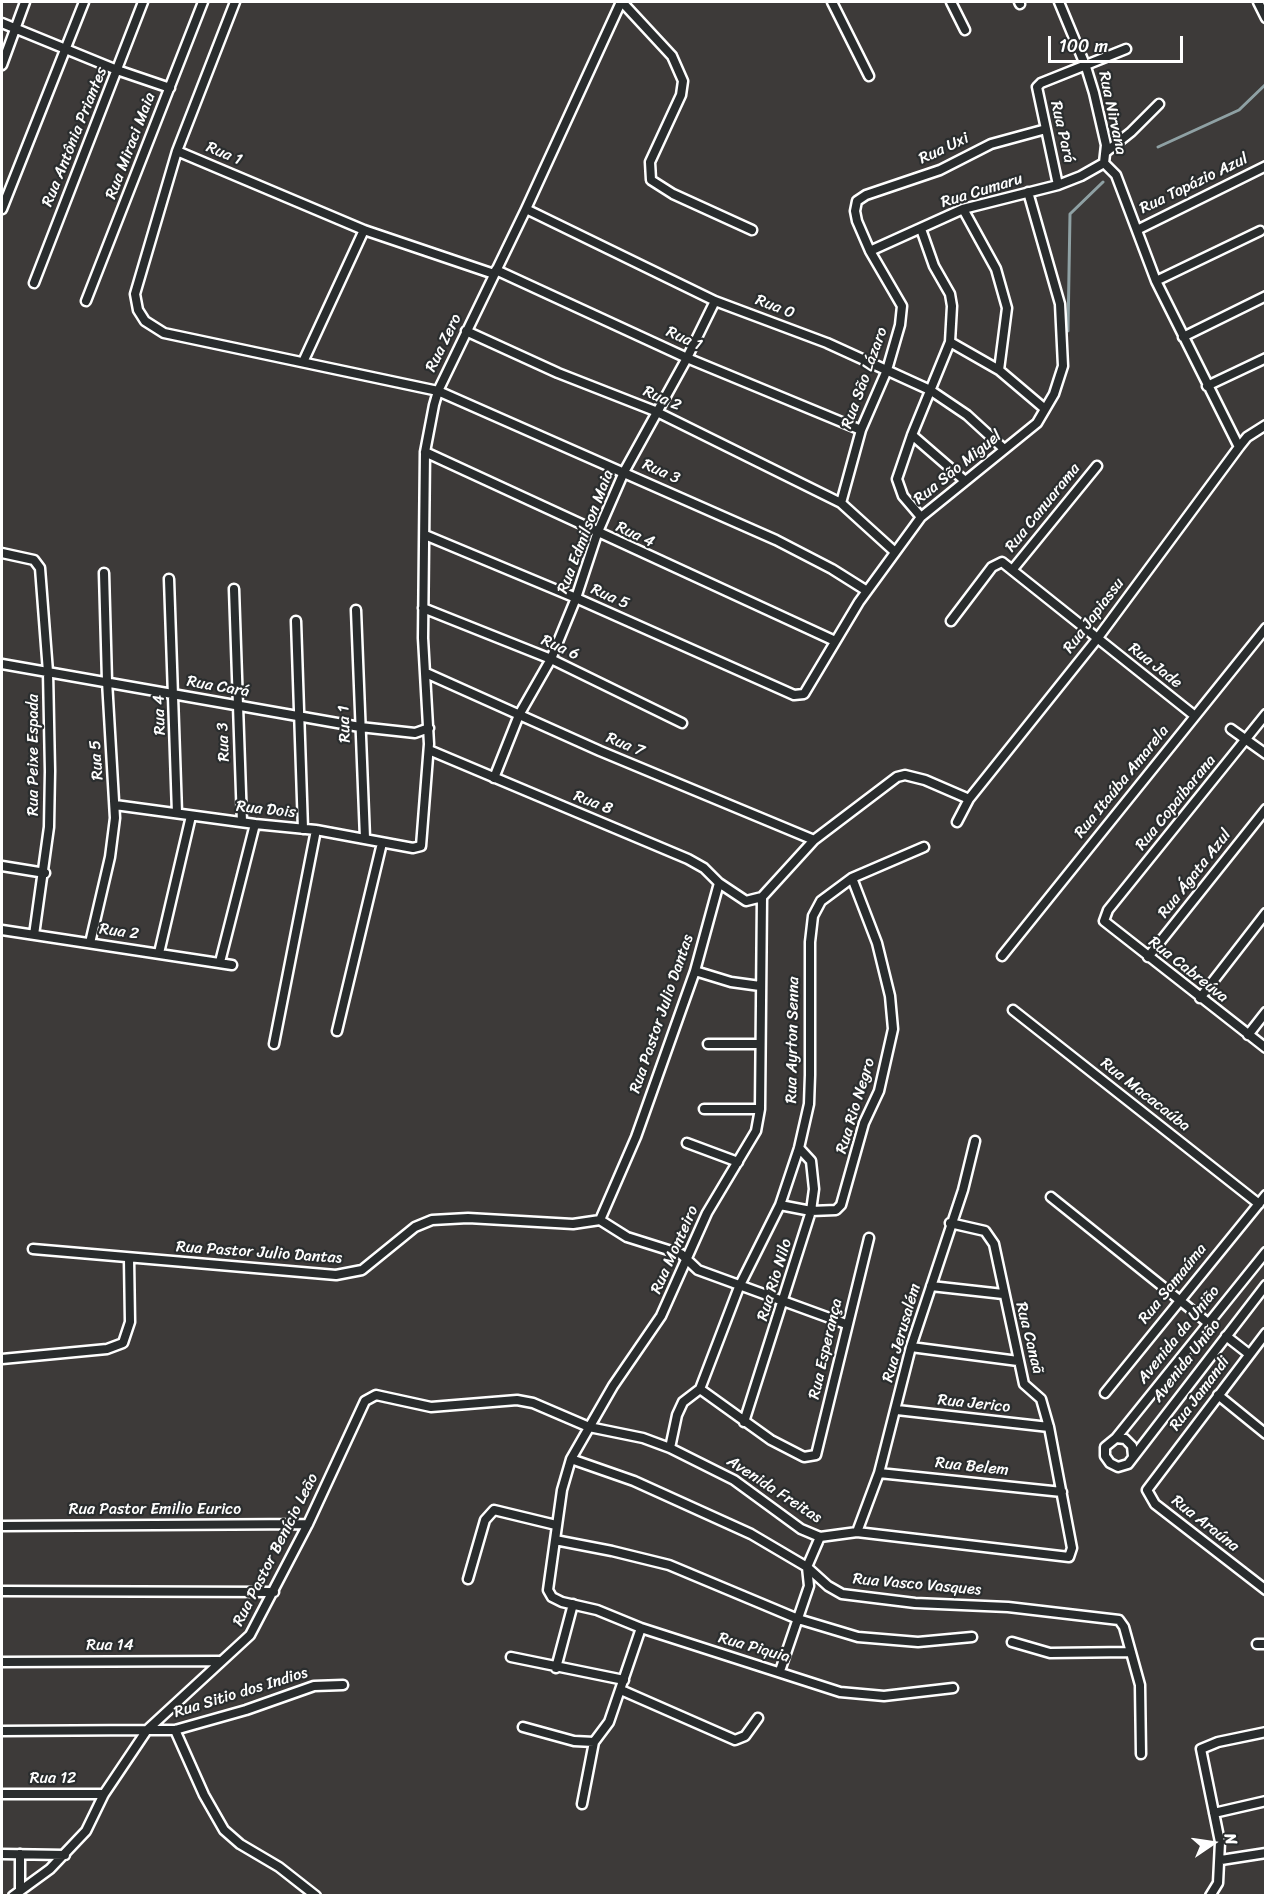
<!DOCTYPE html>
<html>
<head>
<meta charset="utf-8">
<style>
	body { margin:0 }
	#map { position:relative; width:1267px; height:1897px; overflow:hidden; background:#3d3a39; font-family:Sriracha,sans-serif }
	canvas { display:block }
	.frame { position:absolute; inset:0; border:3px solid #fff; pointer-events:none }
	.north { position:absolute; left:1183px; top:1813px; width:60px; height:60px; -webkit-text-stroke:4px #2a2d2e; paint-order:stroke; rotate:77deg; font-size:16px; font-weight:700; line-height:24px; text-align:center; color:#fff }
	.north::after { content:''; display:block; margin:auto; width:21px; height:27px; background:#fff; clip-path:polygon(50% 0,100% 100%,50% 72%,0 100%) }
	.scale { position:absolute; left:1048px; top:36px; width:135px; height:27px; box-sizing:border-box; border:3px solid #fff; border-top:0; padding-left:8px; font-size:18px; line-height:21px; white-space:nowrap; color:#fff; -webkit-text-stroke:4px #2a2d2e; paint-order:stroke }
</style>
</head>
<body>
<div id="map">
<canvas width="1267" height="1897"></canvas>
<div class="frame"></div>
<div class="north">N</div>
<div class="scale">100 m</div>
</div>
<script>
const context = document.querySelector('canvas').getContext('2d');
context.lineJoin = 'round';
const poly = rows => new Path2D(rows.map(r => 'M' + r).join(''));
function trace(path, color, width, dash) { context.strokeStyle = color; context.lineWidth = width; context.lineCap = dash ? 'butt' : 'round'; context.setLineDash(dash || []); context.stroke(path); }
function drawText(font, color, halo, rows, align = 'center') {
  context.font = font + ' Sriracha,sans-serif'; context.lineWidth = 4.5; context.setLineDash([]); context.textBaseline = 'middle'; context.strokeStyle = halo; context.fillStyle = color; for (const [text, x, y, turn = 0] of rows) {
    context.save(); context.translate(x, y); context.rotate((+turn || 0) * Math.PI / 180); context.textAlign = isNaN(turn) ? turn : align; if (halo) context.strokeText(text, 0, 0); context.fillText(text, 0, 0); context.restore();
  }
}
trace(poly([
	[1158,147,1239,110,1266,84],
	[1068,331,1070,214,1103,182]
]), '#8fa1a4', 3);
const street = poly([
	[235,2,177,151,135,294,138,310,145,321,164,333,438,391,776,540,832,569,867,591],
	[622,2,672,56,683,81,681,95,650,162,651,180,673,194,752,230],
	[832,2,869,76],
	[951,2,965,30],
	[1019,2,1020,4],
	[1059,2,1086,67,1094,93,1106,145,1104,163],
	[1258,2,1266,18],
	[2,23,117,70,170,88],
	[2,65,25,2],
	[177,151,364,230,494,274],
	[1106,152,1131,132,1159,104],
	[1104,163,1116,175,1156,281,1239,447],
	[1058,185,1037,87,1041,83,1126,49],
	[2,209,84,2],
	[526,209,715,301,827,343,930,390,967,415,1003,448],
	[963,209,996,269,1007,308,999,370],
	[921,229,934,266,950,294,952,306,950,342,912,435,897,479,903,496,921,517],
	[1137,230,1266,166],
	[870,251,963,209,1058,185,1081,176,1104,163],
	[496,270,687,358,861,430],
	[1156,281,1260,231],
	[34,283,143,2],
	[86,301,203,2],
	[466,331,558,373,655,411,841,503,895,552],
	[1183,337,1266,296],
	[950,342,999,370,1045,409],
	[303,362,364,230],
	[1207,386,1266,358],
	[912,435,964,480],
	[425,452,835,641],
	[841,503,861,430,887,370,900,325,902,306,870,251,857,221,855,211,857,201,866,195,940,170,991,144,1046,129],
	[425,535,576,598,794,695,804,694,859,602,921,517,1037,423,1054,394,1063,366,1060,304,1028,192],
	[2,553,34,560,40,568,48,672,50,771,49,827,34,935],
	[1013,569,1097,466],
	[169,579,177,813],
	[234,589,242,822],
	[423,608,551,659,682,723],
	[356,610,365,838],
	[296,621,303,829],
	[951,621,992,567,1002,562,1195,716],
	[2,664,360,727,415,733,429,728],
	[426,673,600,751,814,840],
	[1266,714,1108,910,1104,921,1266,1048],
	[1231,729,1266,754],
	[494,778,519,715,551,659,576,598,597,534,624,472,687,358,715,301],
	[115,805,255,824,316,830,413,848,421,846,429,744,423,638,425,452,434,405,438,391,526,209,621,2],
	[957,822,969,799,1097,639,1239,447,1247,437,1266,425],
	[2,866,45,873],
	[719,883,746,901,762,897,814,840,897,777,905,775,925,780,969,799],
	[762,897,760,1109,756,1131,707,1213,661,1316,613,1386,571,1459,562,1490,548,1590,552,1597,562,1602,597,1610,641,1628,840,1692,884,1696,953,1688],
	[2,930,232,965],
	[90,943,110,857,115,818,107,681,104,573],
	[159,953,191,816],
	[1002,956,1266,628],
	[1148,957,1266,809],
	[220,962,255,824],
	[695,971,731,982,760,986],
	[1200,998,1266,913],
	[1013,1010,1259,1204],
	[337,1031,382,843],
	[1248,1035,1266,1012],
	[274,1044,316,830],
	[708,1044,759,1044],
	[704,1109,760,1109],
	[687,1143,738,1162],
	[1051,1197,1208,1323],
	[780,1205,811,1211,836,1210,841,1205,864,1123,879,1091,893,1029,890,996,877,943,852,878],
	[600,1220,627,1237,681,1254,698,1270,846,1324],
	[33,1249,336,1275,362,1270,415,1227,432,1220,468,1218,573,1224,600,1220,636,1137,695,971,719,883,704,868,688,859,429,750],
	[931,1286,1003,1294],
	[1266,1333,1147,1490,1155,1504,1266,1590],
	[1226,1336,1249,1354],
	[911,1347,1018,1361],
	[2,1359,107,1349,123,1343,130,1322,129,1259],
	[700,1389,771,1440,804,1457,816,1455,869,1238],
	[1105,1393,1266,1195],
	[1218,1395,1266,1434],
	[897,1410,1049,1427],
	[744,1422,811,1211,814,1189,811,1161,799,1148],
	[1116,1438,1266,1252],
	[670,1448,677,1415,683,1402,700,1389,739,1287,780,1205,799,1148,809,1104,810,1075,810,942,813,916,821,901,852,878,924,847],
	[1133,1456,1132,1446,1125,1439,1116,1438,1105,1447,1105,1456,1110,1463,1118,1467,1128,1464,1266,1285],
	[571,1459,634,1481,751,1534,807,1567,828,1586,842,1594,915,1603,1008,1607,1119,1620,1124,1627,1140,1685,1141,1754],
	[879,1473,1062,1492],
	[2,1526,308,1524],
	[857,1532,879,1473,911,1347,963,1190,975,1141],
	[555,1540,612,1551,669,1565,798,1619,858,1637,918,1642,972,1637],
	[468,1579,485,1520,494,1510,556,1525],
	[2,1591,274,1592],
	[1012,1642,1050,1653,1130,1652],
	[1257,1644,1266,1644],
	[511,1657,624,1680],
	[2,1662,219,1661],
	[556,1668,573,1604],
	[780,1671,809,1586,807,1567,820,1537],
	[621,1690,735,1740,745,1736,758,1718],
	[523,1727,574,1741,594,1742],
	[175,1730,204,1795,224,1830,240,1844,279,1867,316,1896],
	[2,1731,147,1730,250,1635,308,1524,365,1401,376,1395,431,1407,517,1400,533,1403,589,1427,643,1438,670,1448,734,1480,801,1529,820,1537,857,1532,1069,1557,1072,1548,1049,1427,1041,1399,1024,1384,994,1244,985,1231,950,1223],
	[2,1794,104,1794],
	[582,1804,594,1742,609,1722,641,1628],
	[1214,1813,1266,1801],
	[2,1854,65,1855],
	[20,1854,20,1890],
	[1221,1860,1266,1853],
	[13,1896,50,1869,86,1831,104,1794,147,1730,175,1730,246,1710,314,1686,343,1685],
	[1210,1896,1218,1883,1220,1842,1201,1749,1218,1742,1266,1732]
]);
trace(street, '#fff', 13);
trace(street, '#2a2d2e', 8);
drawText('16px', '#fff', '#2a2d2e', [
	["Rua Nirvana",1112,113,78],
	["Rua Pará",1062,132,77],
	["Rua Antônia Priantes",75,137,-68],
	["Rua Miraci Maia",131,146,-69],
	["Rua Uxi",944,149,-25],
	["Rua 1",224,154,23],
	["Rua Topázio Azul",1194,184,-26],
	["Rua Cumaru",982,191,-17],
	["Rua 0",775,307,21],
	["Rua 1",684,339,24],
	["Rua Zero",444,343,-64],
	["Rua São Lázaro",865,378,-70],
	["Rua 2",662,399,24],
	["Rua São Miguel",958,468,-39],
	["Rua 3",661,472,24],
	["Rua Canuarama",1043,508,-51],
	["Rua Edmilson Maia",586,532,-69],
	["Rua 4",635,535,25],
	["Rua 5",610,597,24],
	["Rua Japiassu",1094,616,-53],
	["Rua 6",560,648,24],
	["Rua Jade",1155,666,38],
	["Rua Cará",218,687,10],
	["Rua 4",160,715,-92],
	["Rua 1",345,724,-92],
	["Rua 3",224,742,-92],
	["Rua 7",625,745,22],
	["Rua Peixe Espada",34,755,-90],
	["Rua 5",97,760,-94],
	["Rua Itaúba Amarela",1122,782,-51],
	["Rua 8",593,803,21],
	["Rua Copaibarana",1176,803,-51],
	["Rua Dois",266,810,6],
	["Rua Ágata Azul",1195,874,-52],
	["Rua 2",119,932,8],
	["Rua Cabreúva",1188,970,38],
	["Rua Pastor Julio Dantas",662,1014,-71],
	["Rua Ayrton Senna",793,1040,-89],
	["Rua Macacaúba",1145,1095,38],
	["Rua Rio Negro",856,1106,-73],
	["Rua Monteiro",675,1250,-66],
	["Rua Pastor Julio Dantas",259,1253,4],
	["Rua Rio Nilo",775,1280,-73],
	["Rua Samaúma",1173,1284,-51],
	["Rua Jerusalém",902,1333,-74],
	["Avenida da União",1179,1335,-51],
	["Rua Canaã",1029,1338,76],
	["Rua Esperança",826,1349,-77],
	["Avenida União",1187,1361,-52],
	["Rua Jamandi",1200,1394,-53],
	["Rua Jerico",974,1404,6],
	["Rua Belem",972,1467,6],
	["Avenida Freitas",774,1490,33],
	["Rua Pastor Emilio Eurico",155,1510],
	["Rua Araúna",1205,1524,38],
	["Rua Pastor Benício Leão",276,1550,-63],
	["Rua Vasco Vasques",917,1585,5],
	["Rua 14",110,1646],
	["Rua Piquia",754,1648,16],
	["Rua Sitio dos Indios",241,1693,-17],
	["Rua 12",53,1779]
]);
</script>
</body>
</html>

========

* _What to do_
Copy out each line of the records that holds the string "lineWidth".

* _Output for this exercise_
function trace(path, color, width, dash) { context.strokeStyle = color; context.lineWidth = width; context.lineCap = dash ? 'butt' : 'round'; context.setLineDash(dash || []); context.stroke(path); }
  context.font = font + ' Sriracha,sans-serif'; context.lineWidth = 4.5; context.setLineDash([]); context.textBaseline = 'middle'; context.strokeStyle = halo; context.fillStyle = color; for (const [text, x, y, turn = 0] of rows) {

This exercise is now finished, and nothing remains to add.